◆ Records for this task
= Beginning of Section =
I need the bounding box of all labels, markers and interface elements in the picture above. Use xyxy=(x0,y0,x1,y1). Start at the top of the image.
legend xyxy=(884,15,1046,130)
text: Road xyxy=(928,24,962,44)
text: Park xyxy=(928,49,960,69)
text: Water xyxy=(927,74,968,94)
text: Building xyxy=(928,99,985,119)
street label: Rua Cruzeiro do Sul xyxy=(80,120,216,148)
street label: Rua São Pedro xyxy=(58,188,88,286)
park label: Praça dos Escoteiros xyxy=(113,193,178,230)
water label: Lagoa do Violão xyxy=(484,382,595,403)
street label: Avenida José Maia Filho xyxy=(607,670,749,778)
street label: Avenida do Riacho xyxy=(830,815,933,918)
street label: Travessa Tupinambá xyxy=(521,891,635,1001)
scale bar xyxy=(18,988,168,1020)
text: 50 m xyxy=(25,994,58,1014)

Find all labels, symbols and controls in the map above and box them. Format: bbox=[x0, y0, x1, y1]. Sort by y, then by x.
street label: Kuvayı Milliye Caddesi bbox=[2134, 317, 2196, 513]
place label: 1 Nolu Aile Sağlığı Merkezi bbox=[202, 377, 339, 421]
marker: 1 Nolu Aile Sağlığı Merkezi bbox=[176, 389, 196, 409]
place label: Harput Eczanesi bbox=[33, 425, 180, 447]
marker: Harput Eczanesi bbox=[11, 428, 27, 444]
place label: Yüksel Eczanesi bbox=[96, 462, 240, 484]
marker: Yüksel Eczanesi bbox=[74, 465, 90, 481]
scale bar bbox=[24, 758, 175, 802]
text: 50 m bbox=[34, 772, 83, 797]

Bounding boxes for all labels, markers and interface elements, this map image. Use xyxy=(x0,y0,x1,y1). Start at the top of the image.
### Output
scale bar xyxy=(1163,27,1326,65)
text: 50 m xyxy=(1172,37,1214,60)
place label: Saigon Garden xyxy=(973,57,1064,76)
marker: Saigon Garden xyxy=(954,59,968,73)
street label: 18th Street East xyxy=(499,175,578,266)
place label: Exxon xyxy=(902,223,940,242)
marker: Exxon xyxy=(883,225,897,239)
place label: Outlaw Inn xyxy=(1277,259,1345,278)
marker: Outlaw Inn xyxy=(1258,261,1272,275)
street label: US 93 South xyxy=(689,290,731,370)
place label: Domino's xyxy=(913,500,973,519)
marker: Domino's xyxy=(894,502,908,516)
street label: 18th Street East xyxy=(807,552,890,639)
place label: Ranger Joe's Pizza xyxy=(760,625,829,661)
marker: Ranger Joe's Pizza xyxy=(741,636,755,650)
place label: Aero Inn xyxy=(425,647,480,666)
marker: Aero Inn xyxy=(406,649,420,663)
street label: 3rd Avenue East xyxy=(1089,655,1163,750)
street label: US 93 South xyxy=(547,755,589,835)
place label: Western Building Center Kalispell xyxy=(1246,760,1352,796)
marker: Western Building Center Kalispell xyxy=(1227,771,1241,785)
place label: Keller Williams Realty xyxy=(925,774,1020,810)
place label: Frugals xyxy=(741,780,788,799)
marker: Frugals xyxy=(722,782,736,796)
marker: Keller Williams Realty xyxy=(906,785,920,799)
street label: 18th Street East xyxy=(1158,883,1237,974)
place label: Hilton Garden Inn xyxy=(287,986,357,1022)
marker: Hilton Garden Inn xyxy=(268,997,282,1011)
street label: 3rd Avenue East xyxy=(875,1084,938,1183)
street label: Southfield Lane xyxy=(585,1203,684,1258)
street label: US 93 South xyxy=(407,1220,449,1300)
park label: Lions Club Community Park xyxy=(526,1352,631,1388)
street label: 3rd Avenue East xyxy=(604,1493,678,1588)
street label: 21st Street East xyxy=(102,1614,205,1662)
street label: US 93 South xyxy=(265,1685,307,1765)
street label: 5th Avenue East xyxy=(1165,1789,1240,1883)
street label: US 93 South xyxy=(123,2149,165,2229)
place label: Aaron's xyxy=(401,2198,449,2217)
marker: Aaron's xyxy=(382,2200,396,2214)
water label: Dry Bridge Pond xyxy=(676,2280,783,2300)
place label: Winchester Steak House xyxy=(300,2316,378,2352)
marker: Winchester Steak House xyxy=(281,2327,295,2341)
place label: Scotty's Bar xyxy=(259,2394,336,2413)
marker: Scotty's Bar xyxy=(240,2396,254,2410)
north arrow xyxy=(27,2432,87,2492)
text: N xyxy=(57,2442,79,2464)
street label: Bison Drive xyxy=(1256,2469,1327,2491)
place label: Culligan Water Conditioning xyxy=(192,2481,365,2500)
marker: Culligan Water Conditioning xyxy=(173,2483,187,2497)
= End of Section =
◆ About this task
Each record shown above must be printed once more, exactly.

◆ Result
I need the bounding box of all labels, markers and interface elements in the picture above. Use xyxy=(x0,y0,x1,y1). Start at the top of the image.
legend xyxy=(884,15,1046,130)
text: Road xyxy=(928,24,962,44)
text: Park xyxy=(928,49,960,69)
text: Water xyxy=(927,74,968,94)
text: Building xyxy=(928,99,985,119)
street label: Rua Cruzeiro do Sul xyxy=(80,120,216,148)
street label: Rua São Pedro xyxy=(58,188,88,286)
park label: Praça dos Escoteiros xyxy=(113,193,178,230)
water label: Lagoa do Violão xyxy=(484,382,595,403)
street label: Avenida José Maia Filho xyxy=(607,670,749,778)
street label: Avenida do Riacho xyxy=(830,815,933,918)
street label: Travessa Tupinambá xyxy=(521,891,635,1001)
scale bar xyxy=(18,988,168,1020)
text: 50 m xyxy=(25,994,58,1014)

Find all labels, symbols and controls in the map above and box them. Format: bbox=[x0, y0, x1, y1]. Sort by y, then by x.
street label: Kuvayı Milliye Caddesi bbox=[2134, 317, 2196, 513]
place label: 1 Nolu Aile Sağlığı Merkezi bbox=[202, 377, 339, 421]
marker: 1 Nolu Aile Sağlığı Merkezi bbox=[176, 389, 196, 409]
place label: Harput Eczanesi bbox=[33, 425, 180, 447]
marker: Harput Eczanesi bbox=[11, 428, 27, 444]
place label: Yüksel Eczanesi bbox=[96, 462, 240, 484]
marker: Yüksel Eczanesi bbox=[74, 465, 90, 481]
scale bar bbox=[24, 758, 175, 802]
text: 50 m bbox=[34, 772, 83, 797]

Bounding boxes for all labels, markers and interface elements, this map image. Use xyxy=(x0,y0,x1,y1). Start at the top of the image.
### Output
scale bar xyxy=(1163,27,1326,65)
text: 50 m xyxy=(1172,37,1214,60)
place label: Saigon Garden xyxy=(973,57,1064,76)
marker: Saigon Garden xyxy=(954,59,968,73)
street label: 18th Street East xyxy=(499,175,578,266)
place label: Exxon xyxy=(902,223,940,242)
marker: Exxon xyxy=(883,225,897,239)
place label: Outlaw Inn xyxy=(1277,259,1345,278)
marker: Outlaw Inn xyxy=(1258,261,1272,275)
street label: US 93 South xyxy=(689,290,731,370)
place label: Domino's xyxy=(913,500,973,519)
marker: Domino's xyxy=(894,502,908,516)
street label: 18th Street East xyxy=(807,552,890,639)
place label: Ranger Joe's Pizza xyxy=(760,625,829,661)
marker: Ranger Joe's Pizza xyxy=(741,636,755,650)
place label: Aero Inn xyxy=(425,647,480,666)
marker: Aero Inn xyxy=(406,649,420,663)
street label: 3rd Avenue East xyxy=(1089,655,1163,750)
street label: US 93 South xyxy=(547,755,589,835)
place label: Western Building Center Kalispell xyxy=(1246,760,1352,796)
marker: Western Building Center Kalispell xyxy=(1227,771,1241,785)
place label: Keller Williams Realty xyxy=(925,774,1020,810)
place label: Frugals xyxy=(741,780,788,799)
marker: Frugals xyxy=(722,782,736,796)
marker: Keller Williams Realty xyxy=(906,785,920,799)
street label: 18th Street East xyxy=(1158,883,1237,974)
place label: Hilton Garden Inn xyxy=(287,986,357,1022)
marker: Hilton Garden Inn xyxy=(268,997,282,1011)
street label: 3rd Avenue East xyxy=(875,1084,938,1183)
street label: Southfield Lane xyxy=(585,1203,684,1258)
street label: US 93 South xyxy=(407,1220,449,1300)
park label: Lions Club Community Park xyxy=(526,1352,631,1388)
street label: 3rd Avenue East xyxy=(604,1493,678,1588)
street label: 21st Street East xyxy=(102,1614,205,1662)
street label: US 93 South xyxy=(265,1685,307,1765)
street label: 5th Avenue East xyxy=(1165,1789,1240,1883)
street label: US 93 South xyxy=(123,2149,165,2229)
place label: Aaron's xyxy=(401,2198,449,2217)
marker: Aaron's xyxy=(382,2200,396,2214)
water label: Dry Bridge Pond xyxy=(676,2280,783,2300)
place label: Winchester Steak House xyxy=(300,2316,378,2352)
marker: Winchester Steak House xyxy=(281,2327,295,2341)
place label: Scotty's Bar xyxy=(259,2394,336,2413)
marker: Scotty's Bar xyxy=(240,2396,254,2410)
north arrow xyxy=(27,2432,87,2492)
text: N xyxy=(57,2442,79,2464)
street label: Bison Drive xyxy=(1256,2469,1327,2491)
place label: Culligan Water Conditioning xyxy=(192,2481,365,2500)
marker: Culligan Water Conditioning xyxy=(173,2483,187,2497)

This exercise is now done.